Dan ada guru lain lagi, nimbrung ngrumpi.
"La la la kok menulis, membaca saja ya tidak bisa! Semprul tenan si Anu itu!"
"Lo, ada lagi. Itu si Sondeng yang pakaiannya selalu nglomprot tidak karuan. Tidak bisa menghitung, selalu bikin gaduh di kelas."
"E, ala apa lagi si Sondeng itu. Cuma cengengesan kalau dimarahi. Jian *nyumpek-nyumpeki kelas."
Begitu kurang lebih celotehan guru-guru yang saya rekam di kepala. Celotehan bernada geregetan itu hampir setiap hari terdengar.
Anehnya guru-guru tidak pernah menyeloteh anak-anak papan tengah. Padahal kalau diklasifikasi anak-anak papan tengah itu termasuk baik dan jumlahnya lebih banyak.
Heran, ya benar-benar mengherankan!
Bagaimana tidak heran? Jika prosentase anak papan atas dan papan tengah digabung ada sekitar 80 %. Artinya anak yang baik di kelas itu ada 80 %. Sedangkan anak yang kurang baik hanya 20%. Mengapa guru-guru justru hatinya jengkel dan fokus kepada siswa yang 20 %?
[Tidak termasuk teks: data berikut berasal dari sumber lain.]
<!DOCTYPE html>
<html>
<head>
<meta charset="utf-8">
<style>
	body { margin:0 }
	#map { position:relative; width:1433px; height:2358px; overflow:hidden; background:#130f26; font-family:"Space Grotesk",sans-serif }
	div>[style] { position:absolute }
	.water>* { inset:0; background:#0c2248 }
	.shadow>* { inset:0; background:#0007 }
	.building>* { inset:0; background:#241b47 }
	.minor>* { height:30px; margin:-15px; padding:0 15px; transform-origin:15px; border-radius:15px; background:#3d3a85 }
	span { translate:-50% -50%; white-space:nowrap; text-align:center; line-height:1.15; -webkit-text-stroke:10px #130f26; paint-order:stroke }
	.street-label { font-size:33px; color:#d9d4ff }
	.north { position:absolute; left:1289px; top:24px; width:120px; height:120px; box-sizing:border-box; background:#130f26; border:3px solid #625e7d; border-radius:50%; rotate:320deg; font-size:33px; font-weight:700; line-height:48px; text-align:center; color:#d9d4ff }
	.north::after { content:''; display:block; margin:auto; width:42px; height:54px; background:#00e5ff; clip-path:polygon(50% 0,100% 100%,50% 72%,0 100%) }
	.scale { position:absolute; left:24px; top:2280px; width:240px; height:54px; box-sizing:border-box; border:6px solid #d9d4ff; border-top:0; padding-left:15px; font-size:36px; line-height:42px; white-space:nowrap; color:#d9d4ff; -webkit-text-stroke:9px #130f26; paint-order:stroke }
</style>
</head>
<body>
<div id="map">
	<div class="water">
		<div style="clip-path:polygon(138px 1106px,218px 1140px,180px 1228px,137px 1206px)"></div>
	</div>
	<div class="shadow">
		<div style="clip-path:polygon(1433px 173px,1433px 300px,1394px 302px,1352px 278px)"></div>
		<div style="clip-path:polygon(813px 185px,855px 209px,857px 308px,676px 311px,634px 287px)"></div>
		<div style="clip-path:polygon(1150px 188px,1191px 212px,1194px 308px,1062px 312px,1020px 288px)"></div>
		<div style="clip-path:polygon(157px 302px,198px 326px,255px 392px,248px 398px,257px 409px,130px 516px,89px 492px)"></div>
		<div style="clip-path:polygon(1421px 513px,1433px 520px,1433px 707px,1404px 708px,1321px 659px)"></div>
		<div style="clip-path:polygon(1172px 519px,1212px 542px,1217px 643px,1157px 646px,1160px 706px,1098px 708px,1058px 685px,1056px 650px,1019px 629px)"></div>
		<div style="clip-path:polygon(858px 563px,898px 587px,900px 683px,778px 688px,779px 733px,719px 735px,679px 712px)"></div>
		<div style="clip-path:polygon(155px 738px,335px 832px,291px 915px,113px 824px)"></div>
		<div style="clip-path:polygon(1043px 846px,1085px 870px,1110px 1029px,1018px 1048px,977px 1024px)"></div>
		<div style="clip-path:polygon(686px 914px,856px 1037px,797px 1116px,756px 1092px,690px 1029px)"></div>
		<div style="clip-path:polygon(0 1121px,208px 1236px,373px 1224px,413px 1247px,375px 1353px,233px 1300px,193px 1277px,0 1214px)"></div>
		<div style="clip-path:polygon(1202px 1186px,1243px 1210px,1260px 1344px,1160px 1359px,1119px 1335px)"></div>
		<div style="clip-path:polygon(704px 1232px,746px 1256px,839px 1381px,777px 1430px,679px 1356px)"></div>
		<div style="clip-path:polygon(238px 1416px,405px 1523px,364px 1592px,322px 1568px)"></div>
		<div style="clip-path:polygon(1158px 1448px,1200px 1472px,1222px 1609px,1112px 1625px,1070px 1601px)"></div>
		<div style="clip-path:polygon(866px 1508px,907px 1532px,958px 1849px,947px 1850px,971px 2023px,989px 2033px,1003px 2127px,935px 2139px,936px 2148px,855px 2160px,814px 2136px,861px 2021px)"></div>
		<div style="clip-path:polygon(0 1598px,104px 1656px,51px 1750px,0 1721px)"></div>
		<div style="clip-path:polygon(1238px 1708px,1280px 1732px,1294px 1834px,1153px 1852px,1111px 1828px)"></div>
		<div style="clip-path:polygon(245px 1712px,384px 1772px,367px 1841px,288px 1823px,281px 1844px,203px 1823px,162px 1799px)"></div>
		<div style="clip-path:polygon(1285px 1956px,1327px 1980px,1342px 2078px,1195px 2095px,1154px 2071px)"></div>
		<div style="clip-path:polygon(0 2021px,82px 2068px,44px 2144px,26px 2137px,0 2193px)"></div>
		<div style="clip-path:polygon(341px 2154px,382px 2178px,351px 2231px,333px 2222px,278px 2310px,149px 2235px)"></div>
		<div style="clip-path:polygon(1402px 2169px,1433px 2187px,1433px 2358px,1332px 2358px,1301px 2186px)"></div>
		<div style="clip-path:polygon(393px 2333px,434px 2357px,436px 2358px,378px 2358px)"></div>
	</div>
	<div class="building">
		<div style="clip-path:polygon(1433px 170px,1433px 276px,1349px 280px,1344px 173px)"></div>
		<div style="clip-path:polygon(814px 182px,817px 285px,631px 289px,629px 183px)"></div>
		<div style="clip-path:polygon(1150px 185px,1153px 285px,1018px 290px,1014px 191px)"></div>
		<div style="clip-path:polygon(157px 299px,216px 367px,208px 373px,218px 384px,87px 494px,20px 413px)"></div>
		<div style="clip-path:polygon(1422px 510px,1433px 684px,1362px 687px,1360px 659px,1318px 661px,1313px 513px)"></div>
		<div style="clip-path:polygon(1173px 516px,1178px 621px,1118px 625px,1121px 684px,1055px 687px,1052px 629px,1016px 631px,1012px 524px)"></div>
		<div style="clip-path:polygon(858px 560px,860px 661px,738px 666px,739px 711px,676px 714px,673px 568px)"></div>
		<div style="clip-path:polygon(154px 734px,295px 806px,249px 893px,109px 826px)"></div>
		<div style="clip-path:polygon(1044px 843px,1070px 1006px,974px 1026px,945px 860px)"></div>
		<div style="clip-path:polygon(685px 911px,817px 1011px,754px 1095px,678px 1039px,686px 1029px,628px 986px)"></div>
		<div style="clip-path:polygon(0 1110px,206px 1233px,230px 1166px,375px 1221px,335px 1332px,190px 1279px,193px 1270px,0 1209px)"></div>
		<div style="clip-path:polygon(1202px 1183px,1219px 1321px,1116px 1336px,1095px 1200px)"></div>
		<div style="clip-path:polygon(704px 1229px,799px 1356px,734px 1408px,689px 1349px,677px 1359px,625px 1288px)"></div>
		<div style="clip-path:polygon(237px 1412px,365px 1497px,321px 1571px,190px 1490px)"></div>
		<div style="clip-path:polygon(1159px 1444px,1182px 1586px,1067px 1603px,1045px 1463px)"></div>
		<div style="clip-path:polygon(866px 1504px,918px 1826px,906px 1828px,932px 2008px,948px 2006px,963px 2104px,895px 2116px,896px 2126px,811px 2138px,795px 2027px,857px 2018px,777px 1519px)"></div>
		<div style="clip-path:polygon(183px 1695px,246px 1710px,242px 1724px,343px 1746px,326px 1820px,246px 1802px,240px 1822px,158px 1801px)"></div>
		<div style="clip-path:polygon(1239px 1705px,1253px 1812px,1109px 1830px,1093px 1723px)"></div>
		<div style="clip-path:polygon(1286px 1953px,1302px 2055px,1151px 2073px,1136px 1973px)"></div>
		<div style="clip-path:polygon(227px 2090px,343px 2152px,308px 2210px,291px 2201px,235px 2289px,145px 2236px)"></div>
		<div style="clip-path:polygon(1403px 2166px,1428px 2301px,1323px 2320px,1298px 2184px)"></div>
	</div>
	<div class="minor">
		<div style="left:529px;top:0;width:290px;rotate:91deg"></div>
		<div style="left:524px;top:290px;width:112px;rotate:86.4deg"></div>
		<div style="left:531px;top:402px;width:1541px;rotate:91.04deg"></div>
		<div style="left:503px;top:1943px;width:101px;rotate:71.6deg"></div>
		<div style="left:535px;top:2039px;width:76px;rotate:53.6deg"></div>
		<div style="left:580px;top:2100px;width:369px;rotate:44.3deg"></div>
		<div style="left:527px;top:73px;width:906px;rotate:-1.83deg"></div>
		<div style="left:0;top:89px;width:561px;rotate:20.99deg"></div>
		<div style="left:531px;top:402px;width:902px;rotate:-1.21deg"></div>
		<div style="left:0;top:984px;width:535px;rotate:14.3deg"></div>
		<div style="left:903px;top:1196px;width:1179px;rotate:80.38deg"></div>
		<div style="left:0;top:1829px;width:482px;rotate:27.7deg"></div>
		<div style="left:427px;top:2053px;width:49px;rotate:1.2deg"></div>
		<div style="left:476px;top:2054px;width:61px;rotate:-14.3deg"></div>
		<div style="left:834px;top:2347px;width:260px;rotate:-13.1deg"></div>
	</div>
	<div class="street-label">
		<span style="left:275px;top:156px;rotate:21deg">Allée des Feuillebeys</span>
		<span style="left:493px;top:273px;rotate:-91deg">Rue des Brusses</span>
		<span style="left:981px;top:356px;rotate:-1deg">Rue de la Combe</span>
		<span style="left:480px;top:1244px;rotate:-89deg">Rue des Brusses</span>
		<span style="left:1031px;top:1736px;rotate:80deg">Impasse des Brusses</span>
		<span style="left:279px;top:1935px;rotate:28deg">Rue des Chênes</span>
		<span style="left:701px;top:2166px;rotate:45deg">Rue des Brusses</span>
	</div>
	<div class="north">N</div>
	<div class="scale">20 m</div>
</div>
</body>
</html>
Apakah guru-guru itu tidak tahu bahwa pikiran sangat berpengaruh pada pengejawantahan hasil? Orang Jawa bilang Sabda Pandita Ratu. Apa yang dikatakan itu yang terjadi.
Jika guru selalu menegatifkan siswa, maka sekelompok siswa itu akan benar-benar menjadi siswa yang menyandang banyak kekurangan. Siswa tersebut tidak akan berkembang.